Mom: Should I go back up to my room now?

When we are alone, I point out that at least her mom seems open to the idea of a supervised party in the future, but Melissa can’t get too excited. “It’s more fun without parents, even if you’re not doing anything completely bad. If they had been there, we would just be sitting around like this”--she stiffens her back--”and being nervous about being judged by my parents.”

How her parents see her turns out to be important to Melissa. “My dad completely trusted me, and he doesn’t trust me anymore. My mom and my step-dad were more disappointed than angry ‘cause they thought I’d never do something like that. But I did.”

Now she’s turning her attention to her essay. “My dad thinks every time I go out I’m in danger. He cares so much, but it makes me feel like I’m in a cage. Parents picture everything going wrong, rather than things that could go wrong, but didn’t. Kids are like, ‘It probably won’t happen, so don’t worry.’

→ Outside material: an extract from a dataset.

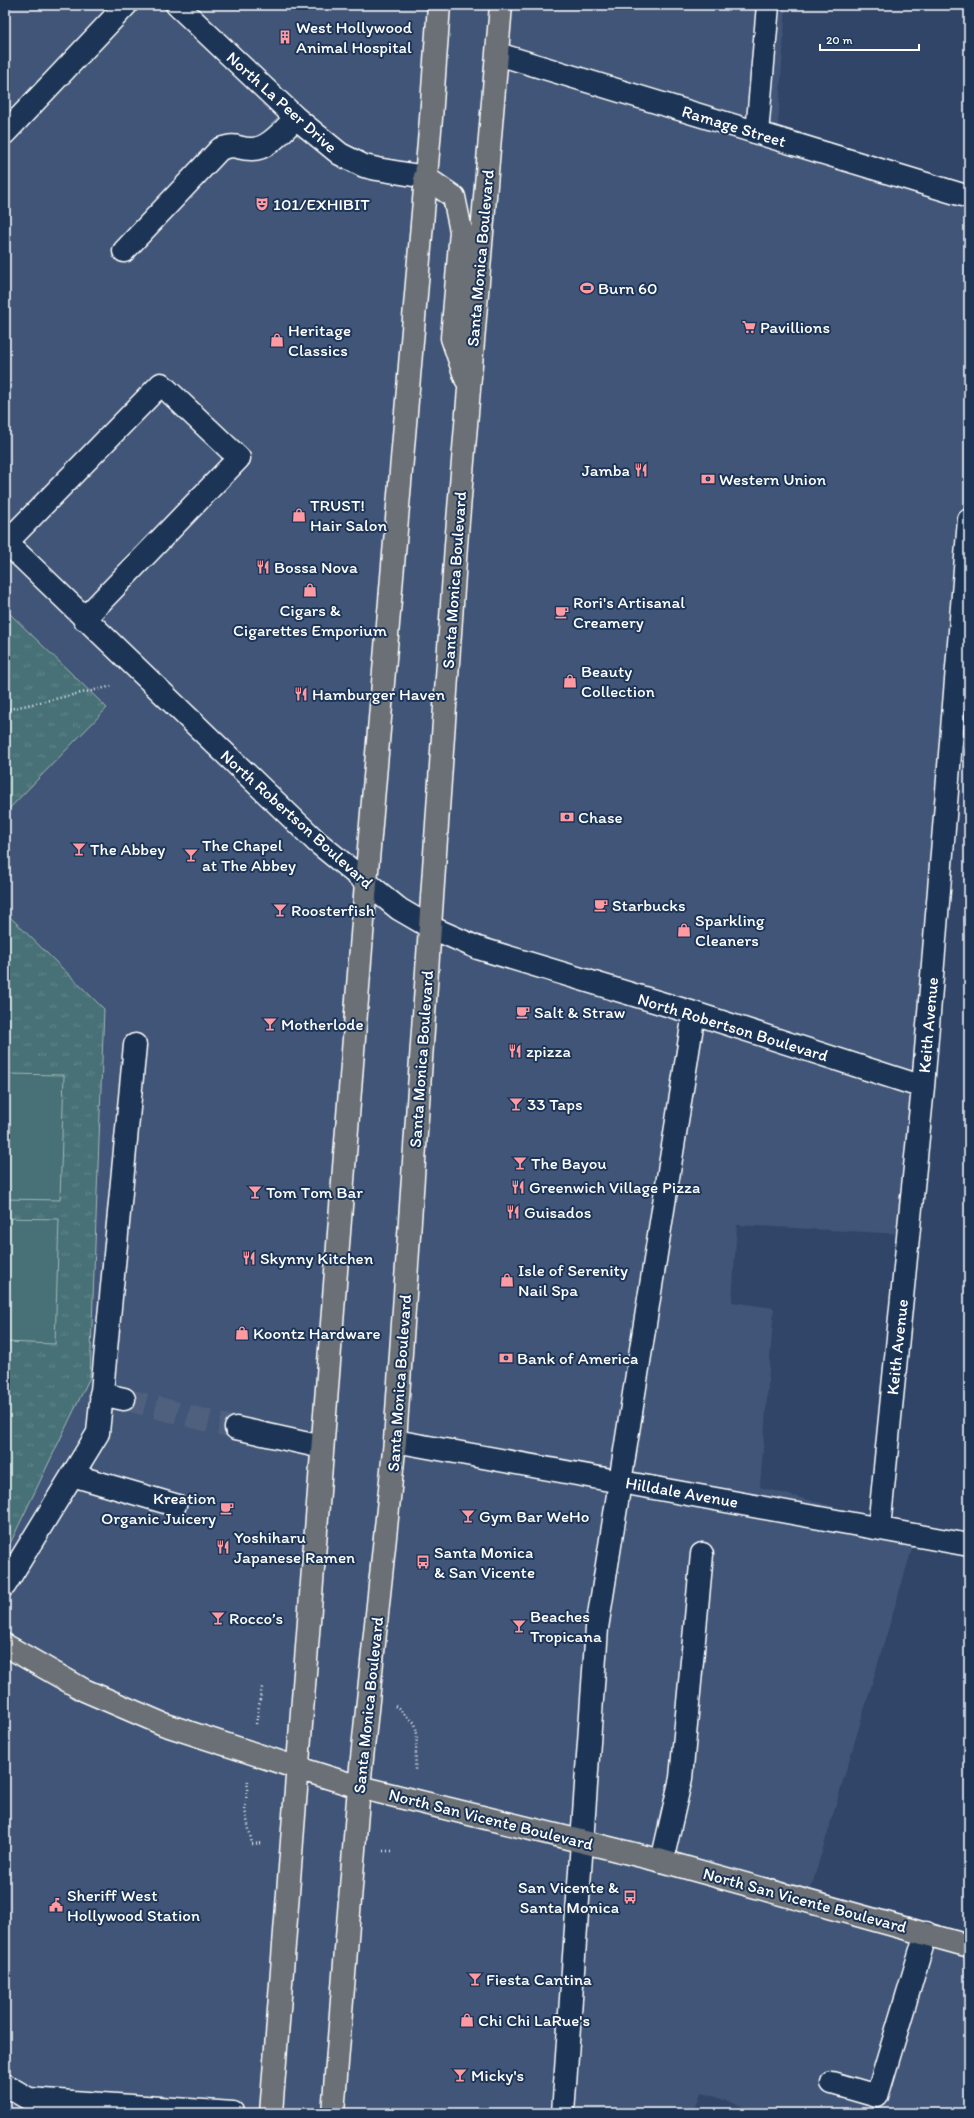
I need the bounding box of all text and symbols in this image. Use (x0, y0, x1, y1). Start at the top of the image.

“Maybe my opinion will change when I’m a mom. But I’m going to remember how angry I get when I think of all my friends who are allowed to have a party and I’m not. I don’t want my kid to have that kind of anger toward me. I want them to have a relationship with me like me and my mom, but I’ll let them do a little bit more. I’m going to be a cool parent. Of course, my mom probably thought that when she was a kid.”